Doing shorter walks, in the same shoes you plan to wear on a longer walk and carrying the same load, to get your feet used to the impact is the best thing to do to prevent blisters.
Sounds to me like the second foot got blisters because you were favoring the first blistered foot which caused more wear on the second.  One small problem often grows to more problems in that way.
Sep 04, 2014 - Peter
I like walking on a tread mill machine at our gym I suffer with soft heel and all the bottom.is there such a thing outhier as a jelly sock or something that will stop this getting so painful
Sep 04, 2014 - Hiking Dude
@Peter - There are lots of products available to help with foot pain.  My first stop would be my doctor to hear what s/he has to offer.  Or, search online.  But, I've been fortunate to never have need of them yet so I can offer no personal recommendations.
Sep 05, 2014 - doghiker
Many good suggestions in the preceding comments--have tried many of these myself. I suggest the book "Fixing your Feet" by John Vonhof, multiple editions, for an exhaustive illustrated reference on both preventing and treating blisters.  Found a few excellent tips in there that I had not tried before; still occasionally get foot blisters, but not as often and not as severe.  
Sep 08, 2014 - Bruce P
I am a cyclist that had surgery and am limited to walking for about 3 weeks. I had old running shoes and began walking up to 6 miles/day. I developed a blister below the ball of my big toe (one foot on the instep side).

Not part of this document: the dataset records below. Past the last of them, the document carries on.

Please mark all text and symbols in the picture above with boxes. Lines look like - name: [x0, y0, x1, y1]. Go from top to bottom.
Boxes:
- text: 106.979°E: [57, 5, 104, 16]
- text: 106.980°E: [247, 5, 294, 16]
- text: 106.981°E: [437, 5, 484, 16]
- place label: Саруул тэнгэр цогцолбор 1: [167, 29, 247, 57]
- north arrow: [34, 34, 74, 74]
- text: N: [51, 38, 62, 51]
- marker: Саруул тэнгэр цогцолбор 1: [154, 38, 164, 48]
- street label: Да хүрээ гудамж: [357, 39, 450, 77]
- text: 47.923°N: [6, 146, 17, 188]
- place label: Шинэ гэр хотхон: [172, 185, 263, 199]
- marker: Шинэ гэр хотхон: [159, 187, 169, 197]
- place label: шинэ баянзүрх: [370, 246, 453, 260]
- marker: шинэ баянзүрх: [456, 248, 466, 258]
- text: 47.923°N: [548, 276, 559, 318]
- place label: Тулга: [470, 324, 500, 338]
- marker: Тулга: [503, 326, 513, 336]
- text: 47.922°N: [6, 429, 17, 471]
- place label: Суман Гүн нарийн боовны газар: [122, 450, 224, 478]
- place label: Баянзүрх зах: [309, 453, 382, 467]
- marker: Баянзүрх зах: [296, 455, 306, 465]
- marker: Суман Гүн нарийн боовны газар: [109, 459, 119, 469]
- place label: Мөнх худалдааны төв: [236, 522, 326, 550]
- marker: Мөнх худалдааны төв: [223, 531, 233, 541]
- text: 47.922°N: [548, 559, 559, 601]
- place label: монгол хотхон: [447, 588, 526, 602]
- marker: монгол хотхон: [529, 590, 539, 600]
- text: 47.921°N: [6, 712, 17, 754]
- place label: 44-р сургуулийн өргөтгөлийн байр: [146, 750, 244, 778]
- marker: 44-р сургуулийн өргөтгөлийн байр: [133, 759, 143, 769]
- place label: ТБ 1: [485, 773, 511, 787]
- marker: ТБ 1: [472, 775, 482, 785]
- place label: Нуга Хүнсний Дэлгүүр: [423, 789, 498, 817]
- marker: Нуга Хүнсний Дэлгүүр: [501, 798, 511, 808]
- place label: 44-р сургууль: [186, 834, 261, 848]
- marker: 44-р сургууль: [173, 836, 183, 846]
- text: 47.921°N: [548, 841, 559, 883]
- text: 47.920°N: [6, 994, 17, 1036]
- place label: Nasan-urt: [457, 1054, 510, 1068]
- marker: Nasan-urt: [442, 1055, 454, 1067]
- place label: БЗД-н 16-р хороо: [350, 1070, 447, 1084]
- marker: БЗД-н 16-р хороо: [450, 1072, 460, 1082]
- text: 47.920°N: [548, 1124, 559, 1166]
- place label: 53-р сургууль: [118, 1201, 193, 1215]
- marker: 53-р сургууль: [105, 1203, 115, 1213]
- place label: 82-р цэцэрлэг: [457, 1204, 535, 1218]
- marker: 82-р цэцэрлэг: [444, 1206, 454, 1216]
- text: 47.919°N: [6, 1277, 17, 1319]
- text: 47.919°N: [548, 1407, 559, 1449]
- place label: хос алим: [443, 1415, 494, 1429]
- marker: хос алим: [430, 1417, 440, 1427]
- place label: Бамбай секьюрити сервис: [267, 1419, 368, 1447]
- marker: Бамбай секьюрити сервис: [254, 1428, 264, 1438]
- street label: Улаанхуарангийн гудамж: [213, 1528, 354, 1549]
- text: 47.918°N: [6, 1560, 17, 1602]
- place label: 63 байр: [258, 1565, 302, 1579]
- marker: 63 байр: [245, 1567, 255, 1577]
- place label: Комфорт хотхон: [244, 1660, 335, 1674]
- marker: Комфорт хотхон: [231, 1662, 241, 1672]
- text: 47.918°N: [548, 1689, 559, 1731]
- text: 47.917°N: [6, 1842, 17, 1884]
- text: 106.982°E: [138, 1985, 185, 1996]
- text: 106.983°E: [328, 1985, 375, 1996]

 Bought new shoes, running socks and 2nd skin blister pads.  Should I leave the blister pads on my skin as the best healing solution   for many days or do something else... walked today and hurt again ,,,,the pad is stuck pretty well to the blister area...I think the blister broke on its own yesterday before I put the pad on
 
Sep 13, 2014 - Rick Collier
Checked out Armaskin website and am very interested, but does anyone on here have experience with them? I have narrow, low volume feet, good boots, good socks and still get heel blisters on one foot. Hiking Dude, how do rate Armaskin liner socks given your use since your post in July? Thanks!